This project reimplements HDF IoT Trucking Apps with Flink, mostly Flink Table API & SQL.
- trucking-iot, Hadoop Summit 2017
This project provides couple of sample applications which leverage stream-stream join, window aggregation, deduplication respectively.
This project depends on Flink 1.5.0.
Apps depend on Truck Geo Event as well as Truck Speed Event, which are well explained in README.md in sam-trucking-data-utils.
Apps also assume both truck geo events and truck speed events are ingested into Kafka topics, which can be easily done via sam-trucking-data-utils.
To run application on this project, please follow below steps:
Build the project
sbt assembly
Create Kafka topics for input events as well as result
$KAFKA_HOME/bin/kafka-topics.sh --create --topic truck_events_stream \
--zookeeper localhost:2181 --replication-factor 1 \
--partitions 10
$KAFKA_HOME/bin/kafka-topics.sh --create --topic truck_speed_events_stream \
--zookeeper localhost:2181 --replication-factor 1 \
--partitions 10
$KAFKA_HOME/bin/kafka-topics.sh --create --topic trucking_app_query_progress \
--zookeeper localhost:2181 --replication-factor 1 \
--partitions 10
$KAFKA_HOME/bin/kafka-topics.sh --create --topic trucking_app_result \
--zookeeper localhost:2181 --replication-factor 1 \
--partitions 10
(optional) Create and set up checkpoint directory
You would like to set up directory for checkpointing. It could be either local directory if you plan to run the app in local environment, or HDFS-like remote directory if you plan to run the app in cluster.

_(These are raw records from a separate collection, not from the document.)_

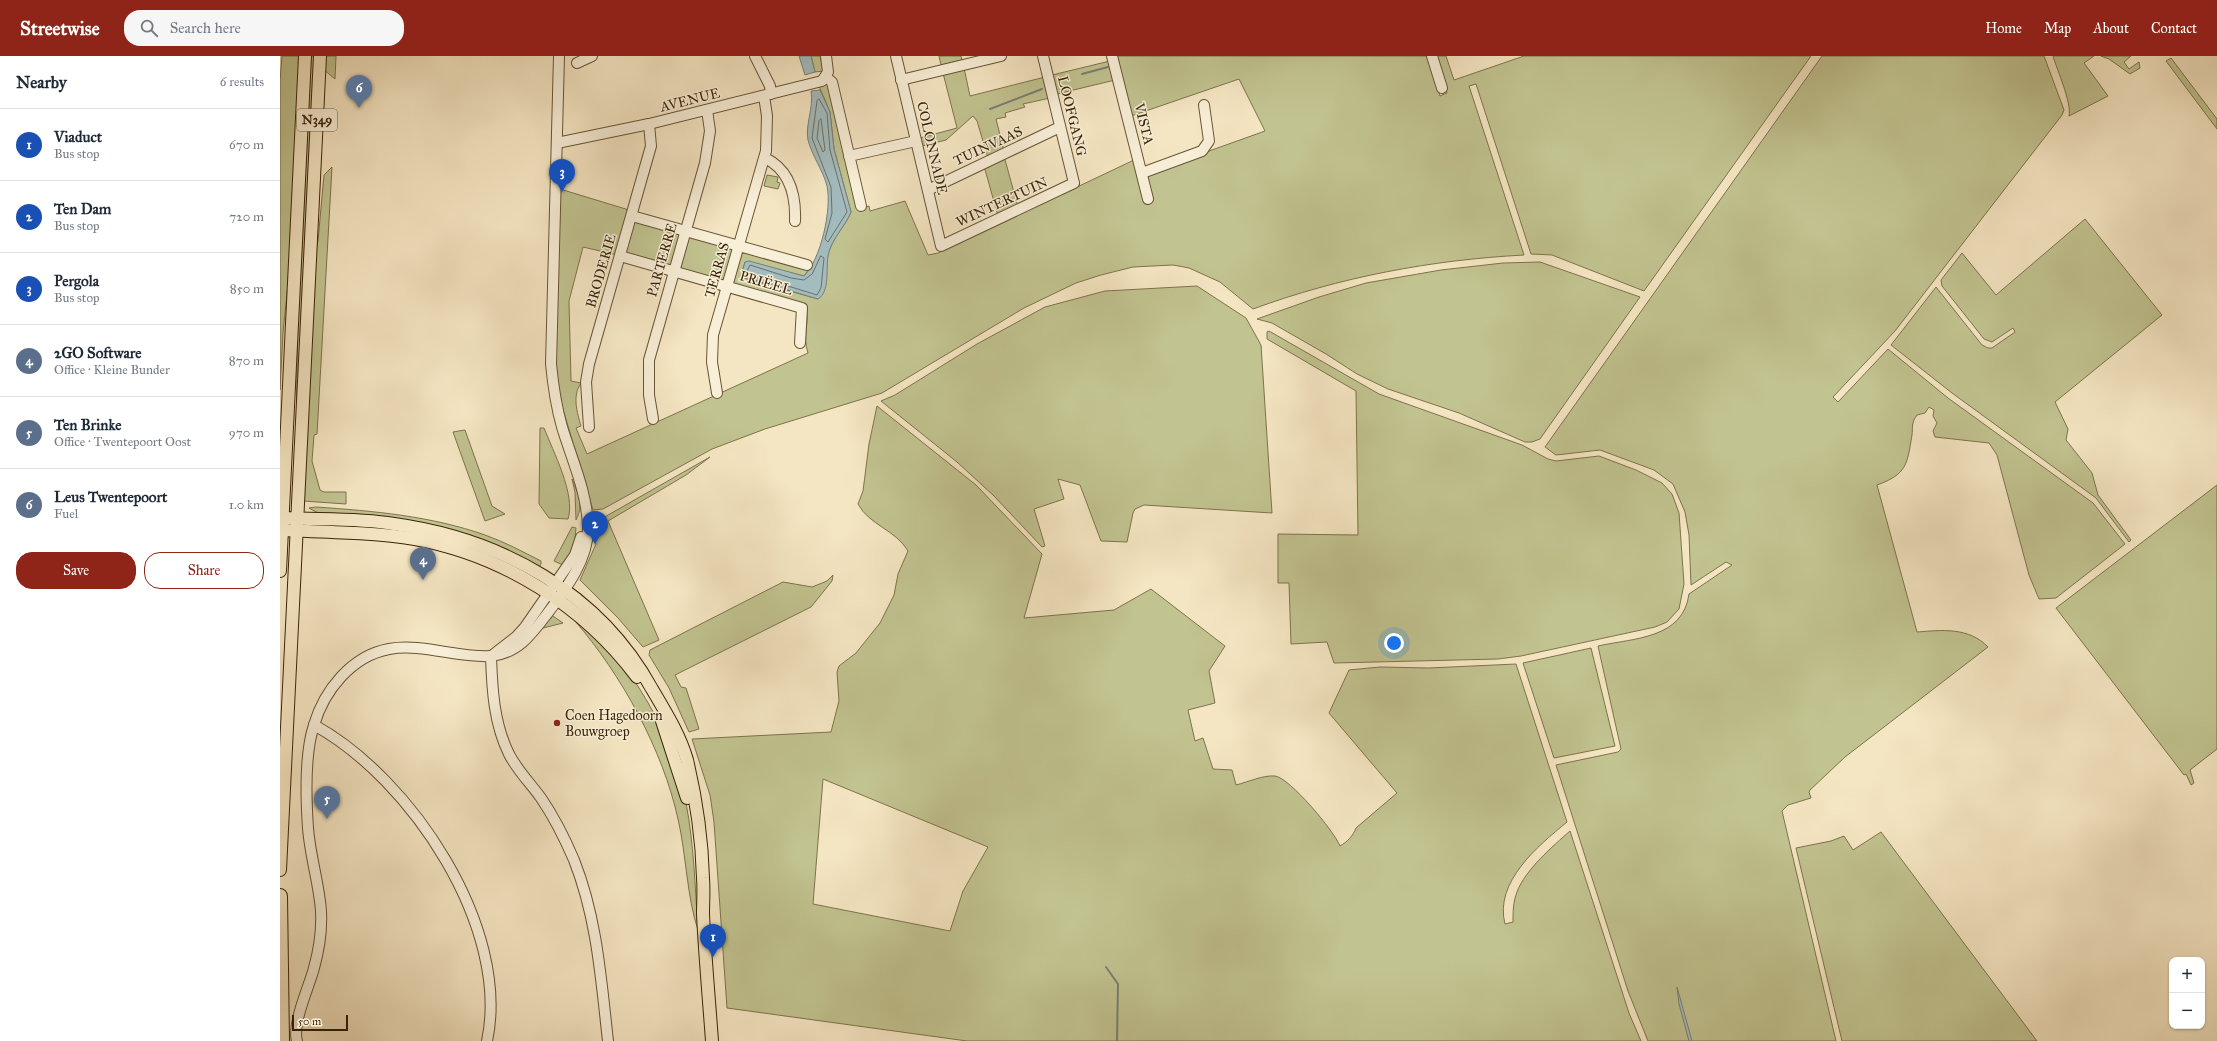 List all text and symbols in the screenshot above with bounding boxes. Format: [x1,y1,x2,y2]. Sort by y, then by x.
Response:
search box [124,10,404,46]
text: Streetwise [20,17,100,40]
icon: search [138,17,160,39]
text: Search here [170,19,241,37]
text: Home [1985,20,2022,37]
text: Map [2044,20,2071,37]
text: About [2093,20,2129,37]
text: Contact [2151,20,2197,37]
text: Nearby [16,72,67,93]
text: 6 results [220,74,264,90]
street label: LOOFGANG [1054,74,1090,158]
pin: 6 [346,75,372,108]
street label: AVENUE [657,84,722,116]
street label: COLONNADE [913,100,951,196]
street label: VISTA [1130,100,1158,147]
road number: N349 [297,109,337,131]
street label: TUINVAAS [951,123,1025,169]
text: Viaduct [54,128,102,146]
text: 1 [26,137,32,153]
text: 670 m [229,137,264,153]
text: Bus stop [54,146,100,162]
pin: 3 [549,159,575,192]
street label: WINTERTUIN [954,173,1051,231]
text: Ten Dam [54,200,111,218]
text: 2 [26,209,32,225]
text: 720 m [229,209,264,225]
text: Bus stop [54,218,100,234]
street label: PARTERRE [643,221,681,299]
street label: BRODERIE [582,232,620,310]
street label: TERRAS [701,240,733,300]
street label: PRIËEL [738,266,795,299]
text: Pergola [54,272,99,290]
text: 3 [26,281,32,297]
text: 850 m [230,281,264,297]
text: Bus stop [54,290,100,306]
text: 2GO Software [54,344,142,362]
text: 4 [25,353,33,369]
text: 870 m [229,353,264,369]
text: Office · Kleine Bunder [54,362,170,378]
text: Ten Brinke [54,416,121,434]
text: 5 [26,425,32,441]
text: 970 m [229,425,264,441]
text: Office · Twentepoort Oost [54,434,191,450]
text: Leus Twentepoort [54,488,167,506]
text: 6 [26,497,32,513]
text: 1.0 km [229,497,264,513]
text: Fuel [54,506,78,522]
pin: 2 [582,511,608,544]
pin: 4 [410,547,436,580]
button: Save [16,552,136,589]
button: Share [144,552,264,589]
your location [1384,633,1404,653]
place label: Coen Hagedoorn Bouwgroep [565,707,663,740]
marker: Coen Hagedoorn Bouwgroep [552,718,562,728]
pin: 5 [314,786,340,819]
pin: 1 [700,924,726,957]
map controls [2169,957,2205,1029]
button: + [2169,957,2205,993]
button: − [2169,993,2205,1029]
scale bar [292,1013,348,1032]
text: 50 m [298,1015,321,1028]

Generate Trucking events and ingest to kafka topics
Assuming we cloned sam-trucking-data-utils
and checked out branch fix-for-spark-structured-streaming
, and built the project:
nohup java -cp ./target/stream-simulator-jar-with-dependencies.jar \
hortonworks.hdf.sam.refapp.trucking.simulator.SimulationRunnerApp \
200000 \ hortonworks.hdf.sam.refapp.trucking.simulator.impl.domain.transport.Truck \
hortonworks.hdf.sam.refapp.trucking.simulator.impl.collectors.KafkaJsonEventCollector \
1 \
./routes/midwest/ \
100 \
localhost:9092 \
ALL_STREAMS \
NONSECURE &
Run application
FIXME: ran only in IntelliJ env yet... plan to run apps with YARN. PR for updating how to run with clustered env welcome!